DESCRIPTION OF THE TASK >> For this exercise, copy each line of the records that contains the word "list".

(Stored data)
════════

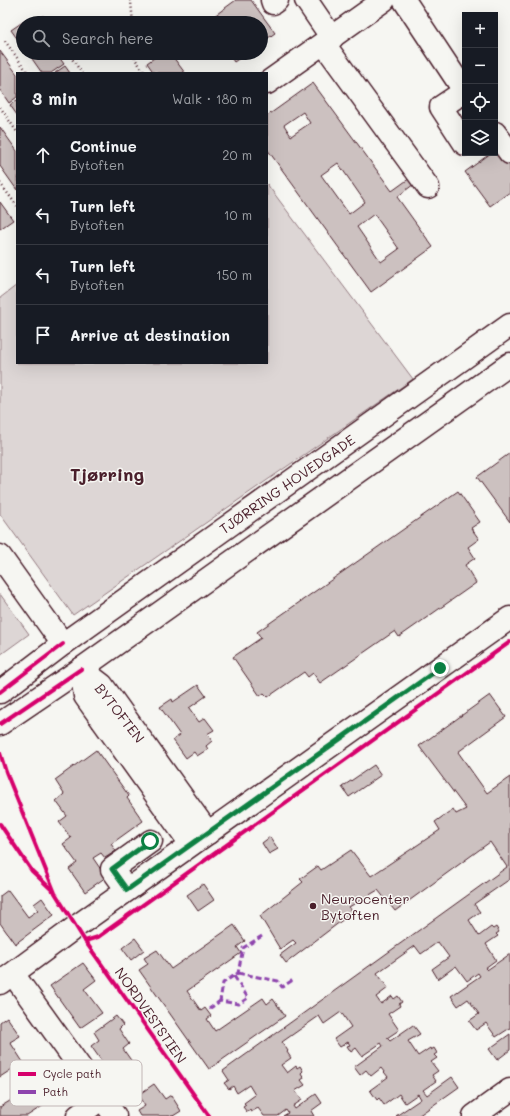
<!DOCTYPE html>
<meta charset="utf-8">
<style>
:root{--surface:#171b24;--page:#242831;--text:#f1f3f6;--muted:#9ea1a6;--line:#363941}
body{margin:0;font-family:Mali,sans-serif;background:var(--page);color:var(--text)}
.controls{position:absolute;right:12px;top:12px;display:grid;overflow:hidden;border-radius:0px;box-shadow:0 4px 16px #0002}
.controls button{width:36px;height:36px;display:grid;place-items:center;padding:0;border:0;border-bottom:1px solid var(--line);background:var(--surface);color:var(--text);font:20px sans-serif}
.stop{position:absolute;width:12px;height:12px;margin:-9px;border:3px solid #0b8043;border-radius:50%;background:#fff}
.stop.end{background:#0b8043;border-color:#fff;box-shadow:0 1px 4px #0008}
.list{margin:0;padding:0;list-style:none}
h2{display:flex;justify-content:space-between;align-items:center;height:52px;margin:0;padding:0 16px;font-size:17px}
h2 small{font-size:13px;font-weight:400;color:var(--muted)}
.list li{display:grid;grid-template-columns:26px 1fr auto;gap:12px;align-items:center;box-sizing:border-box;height:60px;padding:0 16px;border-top:1px solid var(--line)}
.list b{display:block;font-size:15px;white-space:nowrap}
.list p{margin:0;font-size:13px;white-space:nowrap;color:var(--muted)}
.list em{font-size:13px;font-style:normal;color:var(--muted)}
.icon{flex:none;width:22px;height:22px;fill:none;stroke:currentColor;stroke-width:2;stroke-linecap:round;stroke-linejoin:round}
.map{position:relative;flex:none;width:510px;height:1116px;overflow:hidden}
.search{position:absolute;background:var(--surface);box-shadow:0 4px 16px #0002;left:16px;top:16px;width:252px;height:44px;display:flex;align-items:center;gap:10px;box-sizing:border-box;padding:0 14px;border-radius:22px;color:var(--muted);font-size:15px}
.panel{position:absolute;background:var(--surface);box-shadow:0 4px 16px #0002;left:16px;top:72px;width:252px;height:292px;border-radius:0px}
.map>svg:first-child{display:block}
.green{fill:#ddd6d5;stroke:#947a80}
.building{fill:#ccc1c0;stroke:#4a1f2b;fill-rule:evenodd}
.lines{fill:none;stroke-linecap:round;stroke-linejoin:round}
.minor-casing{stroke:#4a1f2b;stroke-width:25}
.major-casing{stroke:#4a1f2b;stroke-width:25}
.path{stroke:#4a1f2b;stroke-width:2.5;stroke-dasharray:1 3;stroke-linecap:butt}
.minor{stroke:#f6f6f2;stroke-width:22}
.major{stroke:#f6f6f2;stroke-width:22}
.quiet{stroke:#8e44ad;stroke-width:3;stroke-dasharray:6 3;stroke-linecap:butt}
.cycleway-casing{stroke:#f6f6f2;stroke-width:6}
.cycleway{stroke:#d6006c;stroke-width:4}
.route{stroke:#0b8043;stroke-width:5}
.poi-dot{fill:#4a1f2b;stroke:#f6f6f2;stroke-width:1.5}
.labels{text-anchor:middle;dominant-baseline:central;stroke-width:3;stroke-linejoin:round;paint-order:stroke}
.street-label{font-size:14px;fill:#4a1f2b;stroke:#f6f6f2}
.poi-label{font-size:14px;fill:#4a1f2b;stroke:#f6f6f2;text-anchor:start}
.district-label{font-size:18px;font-weight:bold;fill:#4a1f2b;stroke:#f6f6f2}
.key{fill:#f6f6f2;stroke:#c2b6b6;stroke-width:1}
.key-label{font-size:11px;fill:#4a1f2b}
</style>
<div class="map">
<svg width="510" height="1116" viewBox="0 0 510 1116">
<rect width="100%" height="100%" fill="#f6f6f2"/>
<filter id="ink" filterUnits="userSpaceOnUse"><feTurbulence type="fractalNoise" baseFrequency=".025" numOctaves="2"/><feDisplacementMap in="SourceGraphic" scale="8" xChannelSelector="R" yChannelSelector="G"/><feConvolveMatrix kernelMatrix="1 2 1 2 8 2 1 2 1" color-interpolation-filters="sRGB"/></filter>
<g filter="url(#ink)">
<g class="green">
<path d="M267,184L413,379L73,615L0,514V298L17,285V363H267Z"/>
<path d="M0,594L29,634L0,655Z"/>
</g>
<g class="building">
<path d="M236,0H251L275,33L261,43V23H207L206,22Z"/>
<path d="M30,17L34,23H23V47L11,30Z"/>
<path d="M0,51L17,74V97L9,103L0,90Z"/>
<path d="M28,53H56L64,64L51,73H42Z"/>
<path d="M161,53H170L185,73H154L147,63Z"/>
<path d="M228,53H247L234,62Z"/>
<path d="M65,66L70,73H55Z"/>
<path d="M313,83L392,191L410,178L414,184L397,197L433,247L371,292L267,149V116ZM303,112L310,123L291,136L284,125ZM338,163L365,202L349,214L321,175ZM374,214L399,249L381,262L357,227Z"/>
<path d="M17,100V115L10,105Z"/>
<path d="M0,127L17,151V190L0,166Z"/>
<path d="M495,150L510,162V192L490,206L465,172L491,153H495Z"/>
<path d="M0,202L13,220L0,229Z"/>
<path d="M510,453V522L477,477Z"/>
<path d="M458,491L480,522L471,528L479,539L468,547L475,558L465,565L476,583L399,637L395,631L320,683L313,673L308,677L304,672L268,697L264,693L260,696L233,657L261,638L257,632Z"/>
<path d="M198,685L206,696L189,708L199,722L205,718L214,730L207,734L212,741L206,746L208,749L197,756L194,752L186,758L173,740L180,735L160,707L172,699L173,702Z"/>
<path d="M490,695L506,717L458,752L487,793L510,777V879L474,904L480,912L469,920L479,936L491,927L493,929L496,927L499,932L496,934L498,936L486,944L496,960L485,968L487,970L510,954V1028L496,1037L486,1023L476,1030L469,1021L479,1014L468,999L458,1006L451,996L480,976L478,973L467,981L456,966L438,979L432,969L449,957L438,942L421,954L415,946L377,973L388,988L376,997L381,1004L392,996L394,999L398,996L402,1002L399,1004L400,1006L388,1014L399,1030L387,1038L390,1041L413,1025L420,1034L408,1041L418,1056L430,1048L431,1050L434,1048L437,1053L434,1055L437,1058L431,1062L438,1071L432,1075L436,1081L423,1090L427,1095L452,1077L459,1087L418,1116H396L421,1099L418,1094L405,1103L399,1094L384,1105L379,1098L377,1100L370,1090L388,1077L381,1068L371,1076L366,1070L360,1075L354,1067L383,1046L381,1043L362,1056L356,1048L351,1052L347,1046L350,1045L348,1042L340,1047L334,1039L351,1027L341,1012L324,1024L319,1016L282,1042L288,1051L287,1052L291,1058L281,1065L287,1073L296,1066L297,1068L300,1066L303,1071L301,1073L304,1078L301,1080L305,1085L295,1091L302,1100L293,1106L295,1109L316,1094L322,1103L311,1111L314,1116H283L288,1113L286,1110L278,1116H264L258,1108L251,1112L250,1110L247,1112L243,1107L246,1105L244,1103L255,1095L249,1085L237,1093L233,1086L229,1089L224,1083L229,1080L223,1071L507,867L490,842L395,911L378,890L349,907L353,912L286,963L280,955L296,943L293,940L280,949L260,916L303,882L300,879L318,866L321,870L351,850L371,876L440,830L435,822L453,809L456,814L466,809L419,746Z"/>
<path d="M96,750L129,796L127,798L143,821L111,844L116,851L105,858L101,853L93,858L106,877L85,892L69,869L77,863L63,844L71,838L59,822L67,816L56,801L64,794L55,780Z"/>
<path d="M374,765L381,775L349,797L342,787Z"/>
<path d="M270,837L278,849L269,854L262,843Z"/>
<path d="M203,884L214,900L198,911L187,895Z"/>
<path d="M8,890L28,917L38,910L34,904L42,898L54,915L15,944L0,923V896Z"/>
<path d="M234,925L245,941L237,947L241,953L187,991L201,1011L205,1008L211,1016L207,1019L215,1031L263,998L267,1004L273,999L285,1016L209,1069L139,970L148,964L144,958L157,950L171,969Z"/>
<path d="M135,938L144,950L131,960L122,948Z"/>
<path d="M83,963L96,980L84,989L102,1013L80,1028L50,986Z"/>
<path d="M116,1016L123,1025L119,1029L129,1044L123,1049L135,1066L115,1080L91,1046L99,1040L94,1032Z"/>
<path d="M7,1017L20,1036L10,1042L23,1062L0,1077V1022Z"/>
<path d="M510,1034V1050L497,1060L489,1049Z"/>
<path d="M154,1084L165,1099L171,1095L181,1111L173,1116H140L137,1111L145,1106L138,1095Z"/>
<path d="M18,1096L24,1106L38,1097L44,1105L27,1116H0V1107Z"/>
</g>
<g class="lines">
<defs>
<g id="minor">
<path d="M272,0L273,3L277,0"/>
<path d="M306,0L332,38"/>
<path d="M404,0L465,92"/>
<path d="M324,44L428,187"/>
<path d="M267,83L384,0"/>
<path d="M465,91L441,107L465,144"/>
<path d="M495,133L510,153"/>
<path d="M0,556L63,644"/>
<path d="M81,669L85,696L191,844"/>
<path d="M81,669L102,685L208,833"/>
<path d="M127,890L112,869L151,841"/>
<path d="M13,974L115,1116"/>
<path d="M0,983L77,926L510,618"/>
<path d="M78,1116L102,1098"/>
<path d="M474,1116L510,1090"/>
</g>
<g id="major">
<path d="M0,692L63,644L510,325"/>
<path d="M0,724L81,669L510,364"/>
</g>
</defs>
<use href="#minor" class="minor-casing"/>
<use href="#major" class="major-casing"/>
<g class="path">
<path d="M130,0L131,2L133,23"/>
<path d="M42,16L47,23"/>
<path d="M5,41L28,73"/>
<path d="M68,53L82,73"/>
<path d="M134,53L135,59L145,73"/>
<path d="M0,107L17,132"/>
<path d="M0,183L17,206"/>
</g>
<use href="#minor" class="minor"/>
<use href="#major" class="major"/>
<g class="quiet">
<path d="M238,973L278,981L282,987L293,980"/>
<path d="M234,976L248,998L239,1004L220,1001L223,983L238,973L243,948L262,936"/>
<path d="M209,1009L220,1001"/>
</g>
<defs>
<g id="cycleway">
<path d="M0,692L63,644"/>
<path d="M0,724L81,669"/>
<path d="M0,753L6,772L55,893L85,941L209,1116"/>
<path d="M0,824L32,871L52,890"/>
<path d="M85,941L98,937L510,642"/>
</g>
</defs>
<use href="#cycleway" class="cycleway-casing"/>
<use href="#cycleway" class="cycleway"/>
</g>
</g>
<g class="lines" filter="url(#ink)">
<path class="route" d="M150,841L112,869L127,890L440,668"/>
</g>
<circle class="poi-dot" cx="313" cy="906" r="4"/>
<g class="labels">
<g class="street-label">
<text transform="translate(287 484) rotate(-35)">TJØRRING HOVEDGADE</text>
<text transform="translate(120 713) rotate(52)">BYTOFTEN</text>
<text transform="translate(151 1015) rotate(55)">NORDVESTSTIEN</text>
</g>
<g class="poi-label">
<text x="321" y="898">Neurocenter<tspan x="321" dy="16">Bytoften</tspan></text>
</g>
<g class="district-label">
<text x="107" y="474">Tjørring</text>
</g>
</g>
<rect x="10" y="1060" width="132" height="46" rx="6" class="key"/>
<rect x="18" y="1072" width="18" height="4" fill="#d6006c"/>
<rect x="18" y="1090" width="18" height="4" fill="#8e44ad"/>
<g class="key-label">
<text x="43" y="1078">Cycle path</text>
<text x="43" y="1096">Path</text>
</g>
</svg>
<div class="controls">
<button>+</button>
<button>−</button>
<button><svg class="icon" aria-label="locate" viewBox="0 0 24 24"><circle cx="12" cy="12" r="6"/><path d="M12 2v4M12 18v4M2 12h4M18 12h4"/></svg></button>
<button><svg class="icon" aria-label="layers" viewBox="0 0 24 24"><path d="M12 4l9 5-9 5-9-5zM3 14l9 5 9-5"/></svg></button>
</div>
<div class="stop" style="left:150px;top:841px"></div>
<div class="stop end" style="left:440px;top:668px"></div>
<div class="search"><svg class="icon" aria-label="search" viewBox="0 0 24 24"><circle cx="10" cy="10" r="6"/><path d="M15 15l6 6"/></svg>Search here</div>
<section class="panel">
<h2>3 min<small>Walk · 180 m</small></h2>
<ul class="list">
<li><svg class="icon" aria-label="ahead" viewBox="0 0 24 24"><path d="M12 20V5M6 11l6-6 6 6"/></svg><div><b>Continue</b><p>Bytoften</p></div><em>20 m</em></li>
<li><svg class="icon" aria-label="left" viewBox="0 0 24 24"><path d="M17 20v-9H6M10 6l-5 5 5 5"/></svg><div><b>Turn left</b><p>Bytoften</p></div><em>10 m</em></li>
<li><svg class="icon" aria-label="left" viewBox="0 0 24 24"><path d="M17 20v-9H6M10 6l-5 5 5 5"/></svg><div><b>Turn left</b><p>Bytoften</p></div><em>150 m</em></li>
<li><svg class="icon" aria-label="arrive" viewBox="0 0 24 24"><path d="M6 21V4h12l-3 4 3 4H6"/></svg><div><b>Arrive at destination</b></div></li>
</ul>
</section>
</div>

════════

ANSWER >>
.list{margin:0;padding:0;list-style:none}
.list li{display:grid;grid-template-columns:26px 1fr auto;gap:12px;align-items:center;box-sizing:border-box;height:60px;padding:0 16px;border-top:1px solid var(--line)}
.list b{display:block;font-size:15px;white-space:nowrap}
.list p{margin:0;font-size:13px;white-space:nowrap;color:var(--muted)}
.list em{font-size:13px;font-style:normal;color:var(--muted)}
<ul class="list">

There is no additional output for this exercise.